Solidez foi palavra que, porém, nunca mais se pôde aplicar à coligação. Nas últimas duas semanas a novela do apoio-discordância-recusa do CDS às alterações ao cálculo para as pensões já em vigor veio alargar o fosso entre Pedro Passos Coelho e Paulo Portas e teve ainda a desvantagem de ser representada na praça pública. A que se soma, pelo lado do PSD, um desconforto entre as bases e as estruturas dirigentes e governativas do partido, notório na ausência da maior parte das distritais do almoço de aniversário.

O Presidente também não é totalmente alheio ao cenário difícil do Governo: foi o motor para os pedidos de fiscalização do Orçamento ao Tribunal Constitucional, o que obrigou Passos Coelho a arranjar 1300 milhões de euros adicionais. Na última semana, Cavaco Silva juntou-se às vozes críticas da criação de uma taxa sobre as pensões: "Este grupo [reformados e pensionistas] tem sido duramente atingido nos últimos tempos e há limites de dignidade que não podem ser ultrapassados."
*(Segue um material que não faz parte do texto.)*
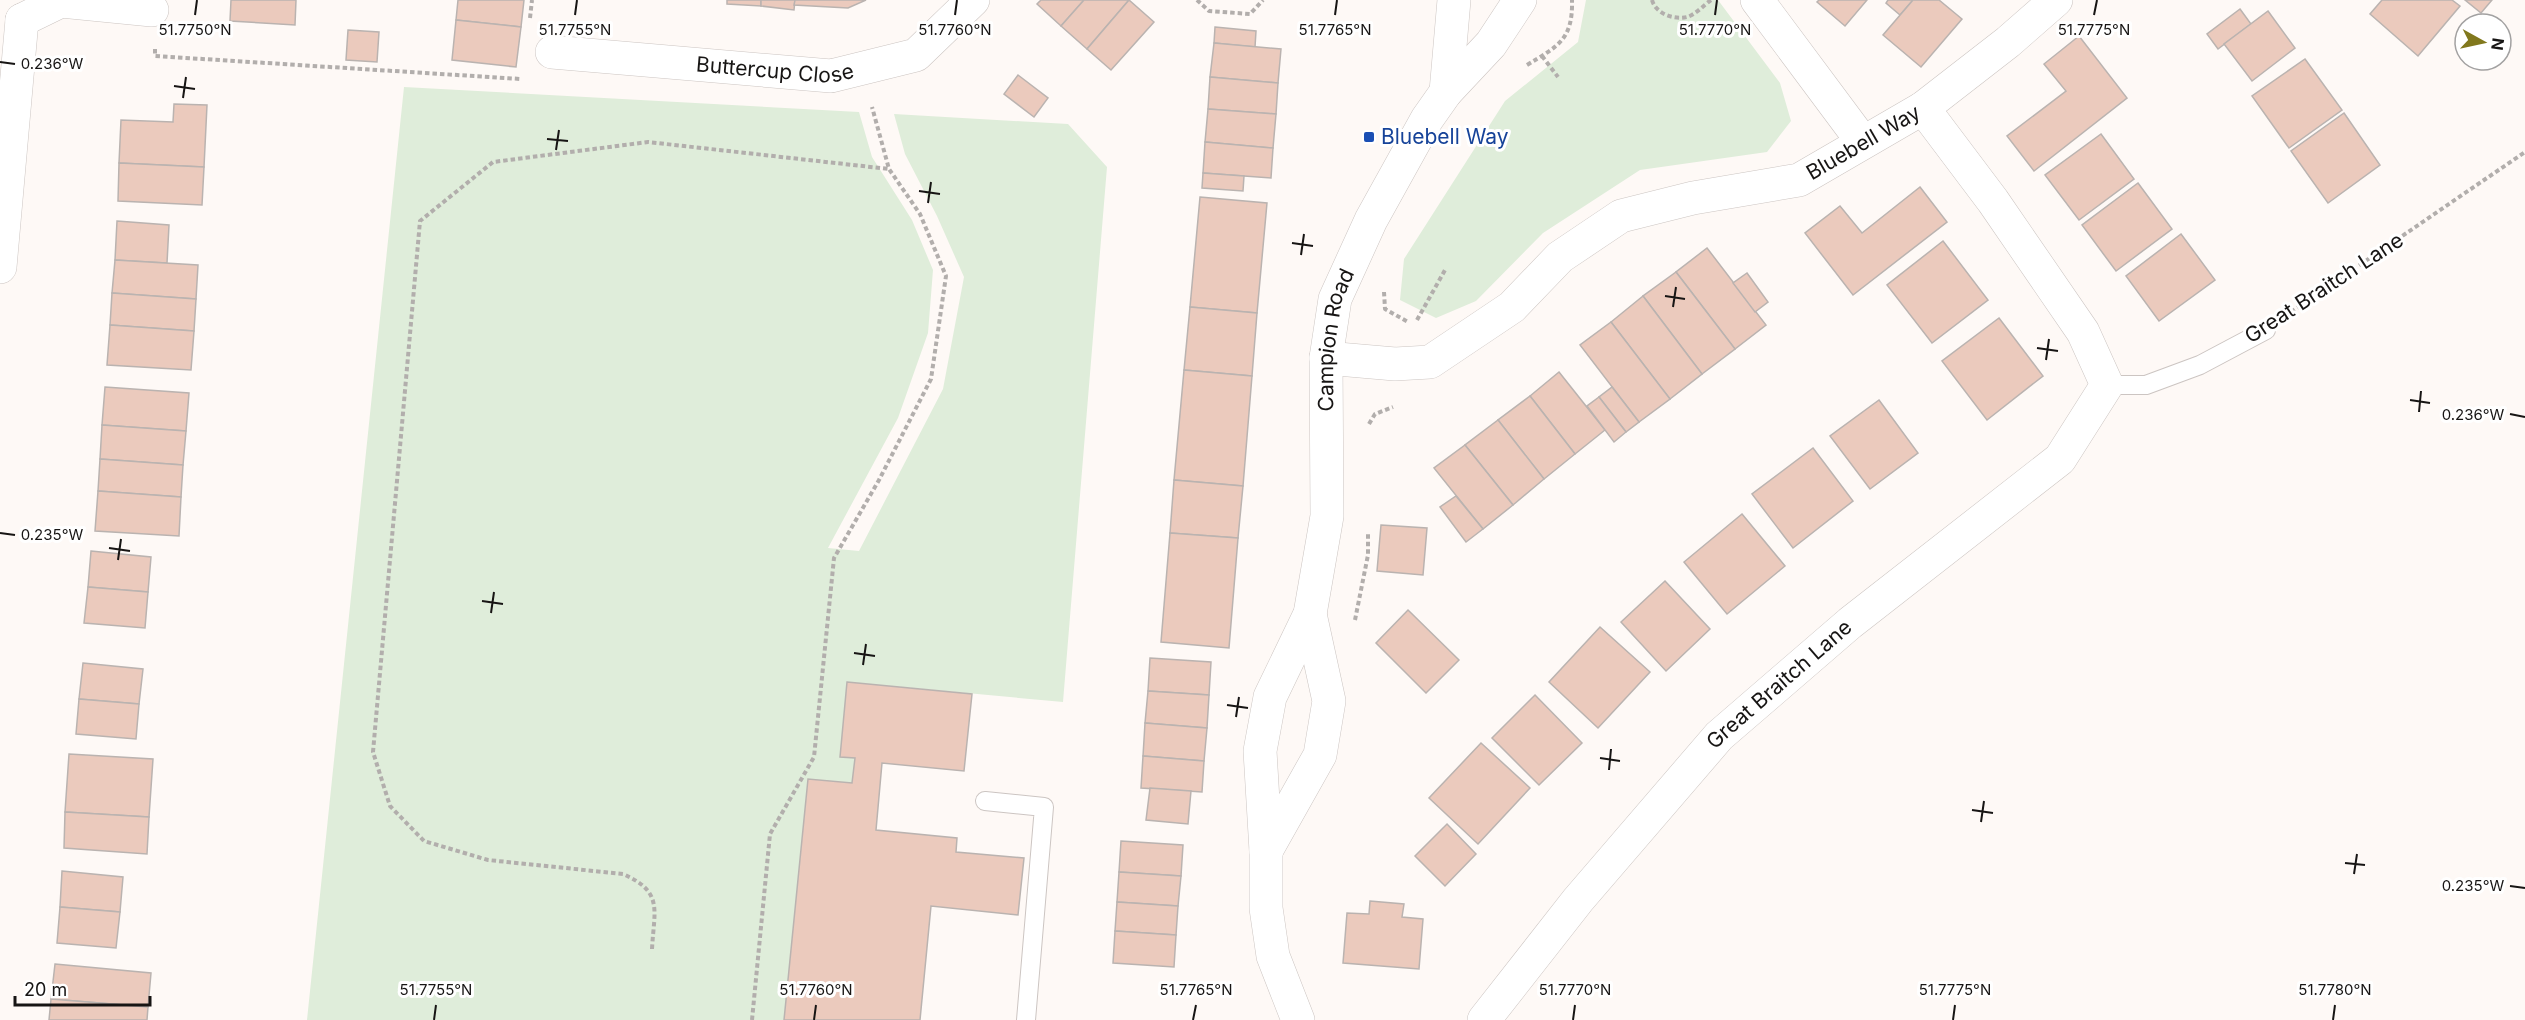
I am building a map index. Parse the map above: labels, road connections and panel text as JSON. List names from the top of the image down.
{
  "streets": {
    "street": [
      "Buttercup Close",
      "Bluebell Way",
      "Great Braitch Lane",
      "Campion Road"
    ]
  },
  "crossings": [
    ["Bluebell Way", "Campion Road"]
  ],
  "places": {
    "transit": ["Bluebell Way"]
  },
  "scale_bar": "20 m",
  "north": "right",
  "coordinates": [
    "51.7750°N",
    "51.7755°N",
    "51.7760°N",
    "51.7765°N",
    "51.7770°N",
    "51.7775°N",
    "0.236°W",
    "0.235°W",
    "51.7780°N"
  ]
}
Por outro lado, ao querer debater já o pós-troika com os seus conselheiros, o Presidente mostra alguma abertura e validade às reivindicações do PS, cujo líder tem repetido à exaustão a necessidade de criar políticas de incentivo e crescimento da economia. Não é de estranhar que Seguro volte esta tarde a enumerar propostas socialistas para a reindustrialização e revitalização da economia. Ou o tema da crise de regime.

Dossiers europeus
A reunião do Conselho de Estado que decorre esta tarde no Palácio de Belém tem uma novidade. Pela primeira vez, o Presidente da República enviou aos seus 19 conselheiros documentação prévia ao encontro. Foi o próprio Cavaco Silva que, na semana passada, no Porto, revelou este facto.

Os documentos enviados são, segundo o PÚBLICO apurou, textos sobre a situação na União Europeia que o Presidente considerou de interesse distribuir aos conselheiros para abordar o tema que vai estar em cima da mesa: "Perspectivas da economia portuguesa no pós-troika, no quadro de uma união económica e monetária efectiva e aprofundada". É um dossier com documentação sobre questões europeias que está disponível no site da Comissão Europeia. "Considerei que era importante ouvir a reflexão dos conselheiros de Estado sobre matérias de relevância clara em Portugal à medida que se aproxima o fim do programa de assistência financeira, mas também para obter indicações para a posição portuguesa a ser defendida pelo Governo português no Conselho Europeu do mês de Junho", disse o Presidente, justificando a convocação da reunião - que fora anunciada dez dias antes pelo conselheiro Luís Marques Mendes, na SIC. Cavaco também visita as instituições europeias em Bruxelas e Estrasburgo dentro de um mês.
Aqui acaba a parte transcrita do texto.